Vertical circular motion refers to the movement of an object along a circular path in a vertical plane. Unlike horizontal circular motion, it involves varying forces due to gravity acting in different directions at different points. This type of motion is common in roller coasters, pendulums, and rotating rides. Understanding how speed, tension, and gravity interact is key to analyzing vertical circular motion in physics.

1.0Definition of Vertical Circular Motion

• Vertical circular motion is the movement of an object in a circular path within a vertical plane, where forces like gravity and tension vary throughout the motion. The object's speed changes—usually faster at the bottom and slower at the top—due to the influence of gravity.
• Suppose a particle of mass m is attached to a light inextensible string of length L. The particle is moving in a vertical circle of radius L about a fixed point O. It is imparted a velocity u in the horizontal direction at the lowest point A. Let v be its velocity at point P of the circle as shown in the figure.

2.0Velocity At A Point 

Velocity At A Point P:Then apply mechanical energy conservation between point A and P(considering potential energy zero at point A)
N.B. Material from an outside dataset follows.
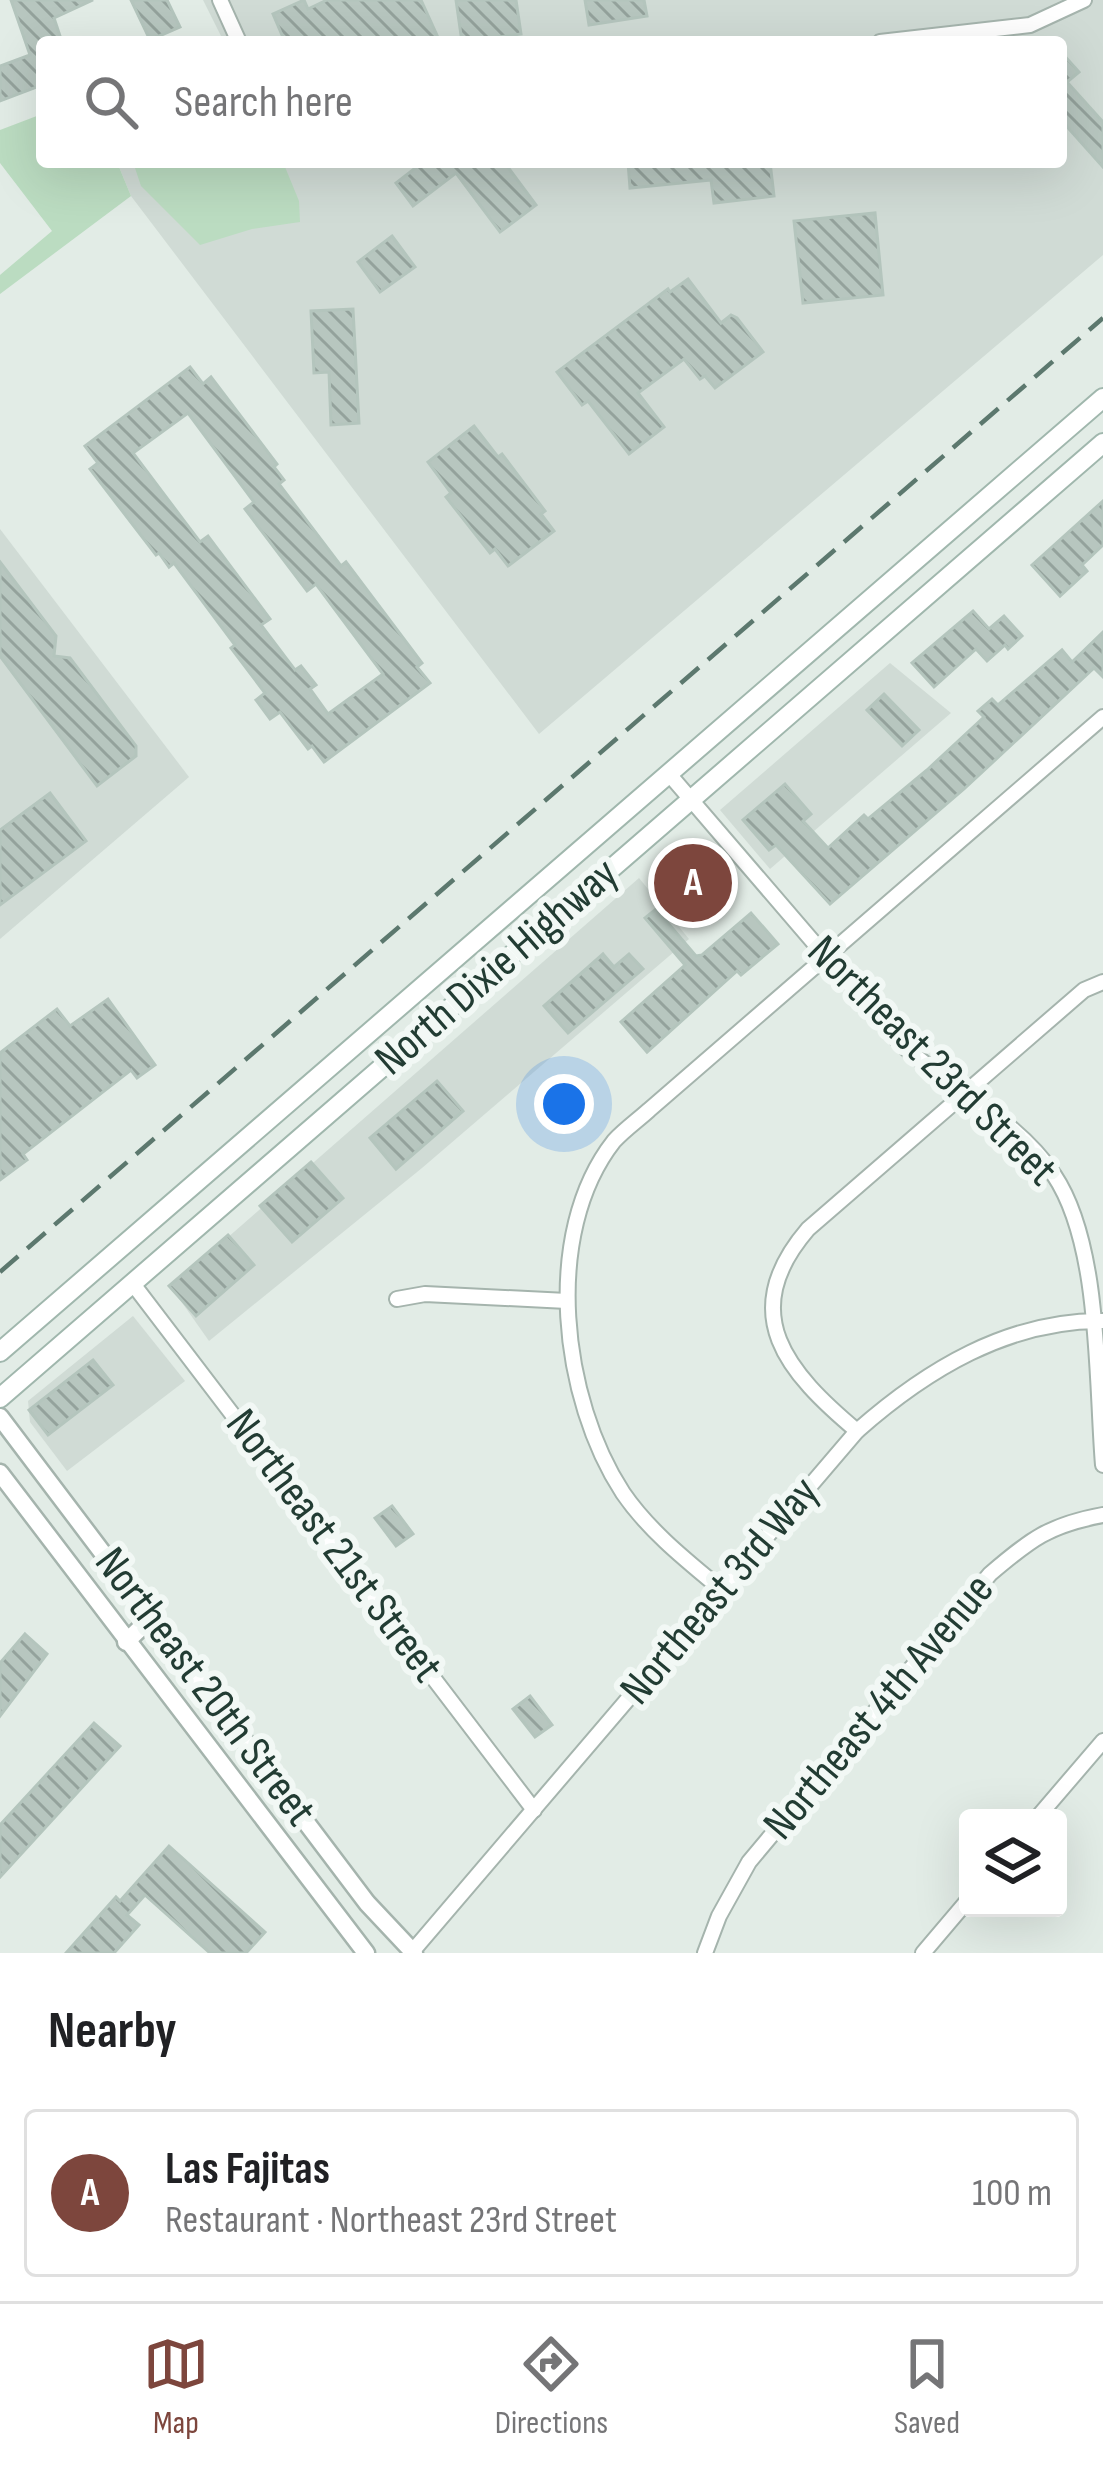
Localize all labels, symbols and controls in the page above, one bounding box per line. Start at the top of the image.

$$\begin{gathered} \text{Total (PE + KE) at A}=\text{Total (PE + KE) at P} \\ 0+\frac{1}{2}m{u}^2=mgh+\frac{1}{2}m{v}^2 \\ \frac{1}{2}m{u}^2=mg(L-L\cos \theta )+\frac{1}{2}m{v}^2(\text{as }h=L-L\cos \theta ) \\ \text{[where }L\text{ is the length of the string]} \\ v=\sqrt{u^2-2gL(1-\cos \theta )} \end{gathered}$$

3.0Tension At A Point

Tension At A Point P

$$\begin{gathered} \text{At point P required centripetal force }=\frac{m{v}^2}{L} \\ \text{Net force towards the centre}=T-mg\cos \theta \\ \text{This net force provides required centripetal force.} \\ T-mg\cos \theta =\frac{m{v}^2}{L} \\ T=mg\cos \theta +\frac{m{v}^2}{L} \end{gathered}$$

Special Case:

$$\begin{gathered} \text{At Point A: (Bottom Point)} \\ {T}_A=\frac{m{v}_A^2}{L}+mg \\ {T}_A=\frac{m{u}^2}{L}+mg(\text{Here }\theta =0^{\circ }) \\ \text{At Point B} \\ {v}_B=\sqrt{u^2-2gL} \\ {T}_B=\frac{m{v}_B^2}{L}\Rightarrow T_B=\frac{m{u}^2}{L}-2mg(\text{Here }\theta =90^{\circ }) \\ \text{At Point C: (Top point)} \\ {v}_C=\sqrt{u^2-4gL} \\ {T}_C=\frac{m{v}_C^2}{L}-mg\Rightarrow T_C=\frac{m{u}^2}{L}-5mg(\text{Here }\theta =180^{\circ }) \\ \text{From above equation,} \\ {T}_{\text{bottom}}-T_{\text{top}}=T_A-T_C=6mg, \end{gathered}$$

4.0Condition For Looping The Loop

What should be the minimum velocity of a particle connected with a string of length L at point A so that it just performs vertical circular motion about a fixed point.The point mass will complete the circle only and only if tension is never zero (except momentarily. If at all) if tension becomes zero at any point, string will go slack and subsequently, the only force acting on the body is gravity. Hence its subsequent motion will be similar to that of a projectile.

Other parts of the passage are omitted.